Reinventing the wheel: How not to use the taxpayers’ money
Classic case of how the FBR squandered billions in the ever controversial PaCCS saga.
Using taxpayers money intelligently has become the yardstick of sound fiscal policy making all over the world. Efficient savings can be achieved at two levels of decision making. At the strategic level welfare maximisation depends on good decisions about sources of funds and their ultimate utilisation. At the operational level the concern for efficiency demands that every rupee of the taxpayers’ money is well spent. The leakage of money through loss making public sector enterprises in Pakistan is colossal at over Rs 600 billion a year. However the way strategic capital investment decisions are made is also a major cause of wasteful expenditure but is often not much scrutinised.

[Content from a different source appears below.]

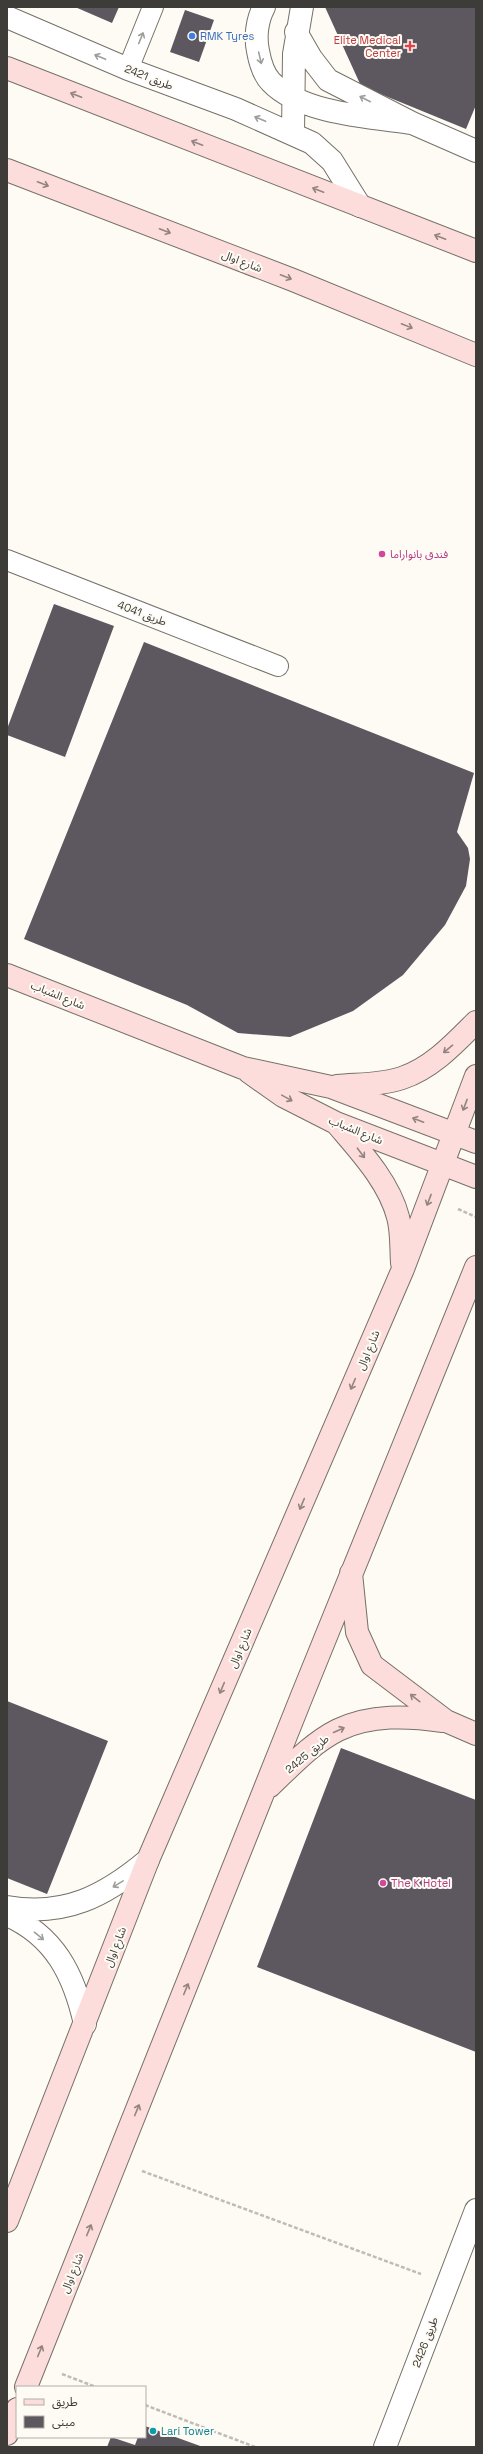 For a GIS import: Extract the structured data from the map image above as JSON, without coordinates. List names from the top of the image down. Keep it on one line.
{"streets":{"main road":["شارع اوال","شارع الشباب","طريق 2425"],"street":["طريق 2421","طريق 2426"],"lane":["طريق 4041"]},"crossings":[["شارع اوال","شارع الشباب"],["شارع اوال","طريق 2425"]],"one_way":["طريق 2421"],"places":{"other":["RMK Tyres","فندق بانواراما","The K Hotel","Lari Tower"],"health":["Elite Medical Center"]},"legend":["طريق","مبنى"]} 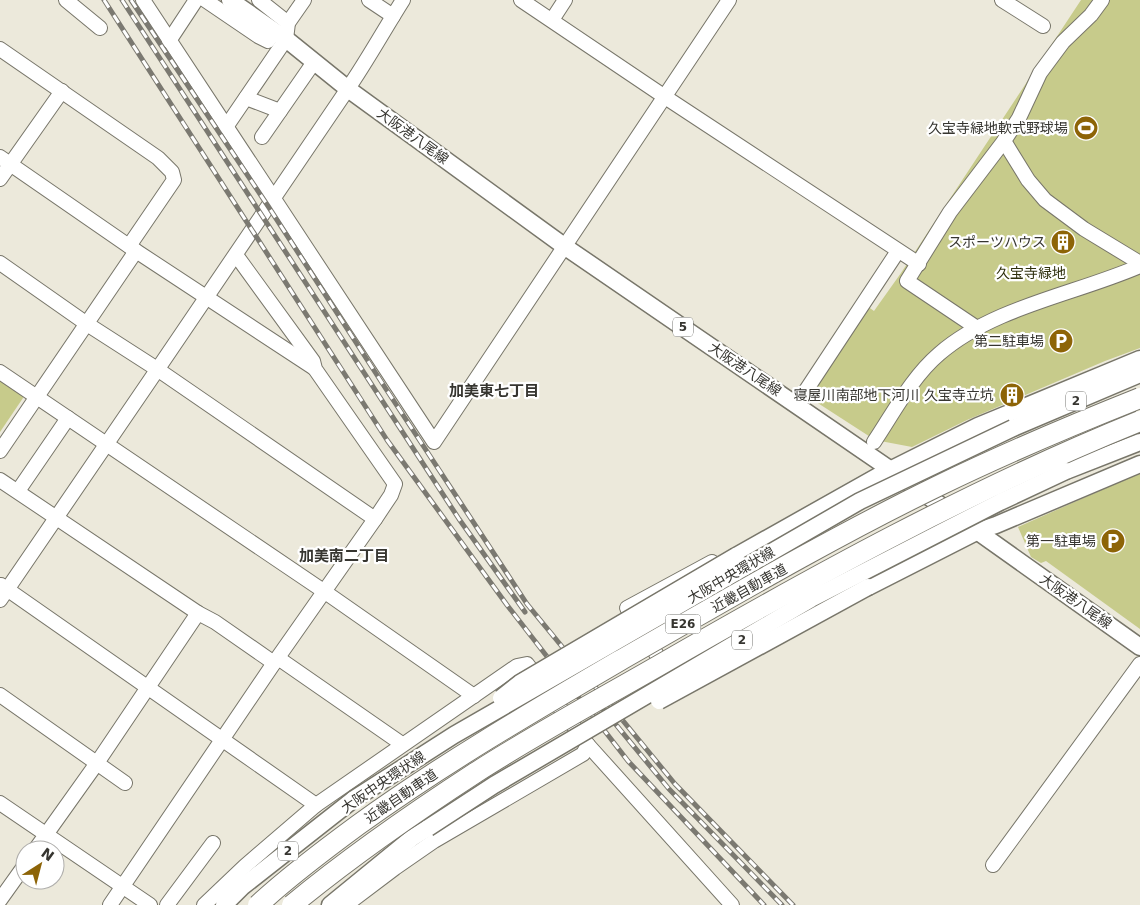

Here I want to illustrate this point with the help of a case study of Federal Board of Revenue - the organisation which collects money from taxpayers and hence in theory should be most sensitive to the use of taxpayers’ money.
FBR embraced the need for automation of its customs service after the coercive pressure of world donor organisations became irresistible around 2005. Paying little heed to the need for a careful needs analysis and long term strategic thinking the knee jerk decision makers entered into a Public Private Partnership (PPP) contract with a Kuwait based IT firm Agility for provision of an automation system - Pakistan Automated Customs Computerised System (PaCCS) which was launched amid much fanfare by the management of FBR in 2005. According to a brief submitted to the Public Accounts Committee PaCCS project was completed at a cost of Rs 116.108 million against the approved cost of Rs55 million.
In 2009 I was associated with FBR for a few months before switching over to academia for good. One of the important policy level deliberations that I saw from a close quarter was the discontent with the PaCCS system. The then Member (Customs) asked me to carry out a research of the available automation systems so that a policy decision over replacement of PaCCS could be made. It was a surprise to find out that a web based automation system ASYCUDA World was already in existence when PaCCS was purchased. The system, developed by United Nations Conference on Trade and Development (UNCTAD), was available as a free software to the member countries. It had a low implementation period of four months and was successfully implemented in over 80 countries. Based on the brief prepared for the Member (Customs), the FBR made a recommendation to the Government that PaCCS should be abandoned and instead either ASYCUDA be adopted or other well tested platforms like TradeNet and UNIPASS be purchased.
The World Bank had been making its concerns known to the FBR on the pilot project of PaCCS and was advising it against rolling out PaCCS to all Customs terminals. It took many years for FBR to see what was obvious to any onlooker. Strategic investment decisions are like entering into a marriage. Entry is easy but coming out is far more painful. This is what happened in the case of PaCCS as well. The divorce proceedings between Agility, the owner of PaCCS and FBR turned ugly resulting in allegations and counter allegations. Beginning with threats of closure, Agility finally actually shut down Customs operations by withdrawing its software in July 2011 which resulted in revenue losses of millions of rupees to the government. The megalithic FBR awoke from deep slumber and as a result of negotiated deal the system was restored after 19 hours suspension.
In November, 2011 the FBR requested the Ministry of Finance for provision of additional funds to settle the row with Agility. The MOF was swift in conveying its refusal and advising home grown solution. The FBR had already paid agility $8.8 million and had agreed to pay about $0.8 million a month to settle the outstanding dues. In this connection, the FBR imposed an extra charge of Rs250 on import of consignments to help it pay the monthly dues to the Kuwaiti company.
To add insult to injury the unnecessary mega spending has another dark side as well. An enquiry committee headed by member (taxpayer audit), FBR in his report submitted before the Public Accounts Committee concluded that the fraud of removal of 265 containers without paying duty and tax occurred due to flaws in the PaCCS and its associated procedures.
In December 2011 the FBR finally began replacing PaCCS with a new system known as WeBOC (Web based One Customs) developed by its own IT professionals. The sudden switchover to a new system has created a situation of complaints and concerns among the users and it will take some time before the situation is fully normalised. All this means loss of revenue and increasing compliance costs of taxpayers.
There are many lessons to be learnt from this but the biggest moral of the story in this case is however not losing billions in trying to reinvent the wheel.
The writer teaches public policy in the UK and is the founding member of Rationalist Society of Pakistan.
Published in The Express Tribune, April 9th, 2012.